SUPPLIED RECORDS
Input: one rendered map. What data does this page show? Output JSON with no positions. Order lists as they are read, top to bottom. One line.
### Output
* * *
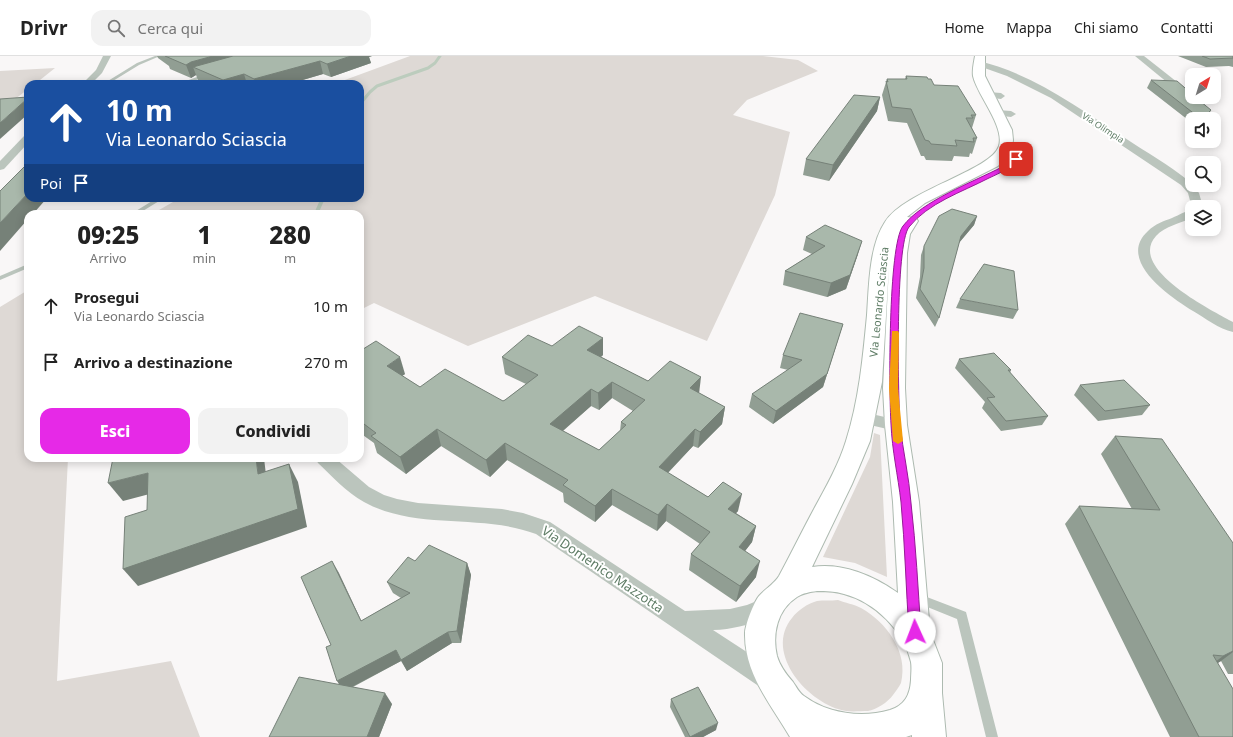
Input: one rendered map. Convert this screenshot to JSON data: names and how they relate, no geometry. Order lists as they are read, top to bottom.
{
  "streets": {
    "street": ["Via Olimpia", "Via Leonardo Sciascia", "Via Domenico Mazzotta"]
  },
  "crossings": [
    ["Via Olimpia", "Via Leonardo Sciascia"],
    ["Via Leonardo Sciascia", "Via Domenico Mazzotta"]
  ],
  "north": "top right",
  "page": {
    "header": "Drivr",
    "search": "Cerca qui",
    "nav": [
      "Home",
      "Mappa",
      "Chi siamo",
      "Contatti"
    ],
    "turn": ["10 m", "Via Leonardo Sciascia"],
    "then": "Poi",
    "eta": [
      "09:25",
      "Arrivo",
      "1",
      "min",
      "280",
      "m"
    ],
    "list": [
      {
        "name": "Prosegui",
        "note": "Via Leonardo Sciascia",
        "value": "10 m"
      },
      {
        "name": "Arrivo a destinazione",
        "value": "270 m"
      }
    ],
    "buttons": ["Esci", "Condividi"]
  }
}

WHAT YOU WILL DO
Pull out the lines above in which the word "Output" appears.

RESPONSE AREA
Input: one rendered map. What data does this page show? Output JSON with no positions. Order lists as they are read, top to bottom. One line.
### Output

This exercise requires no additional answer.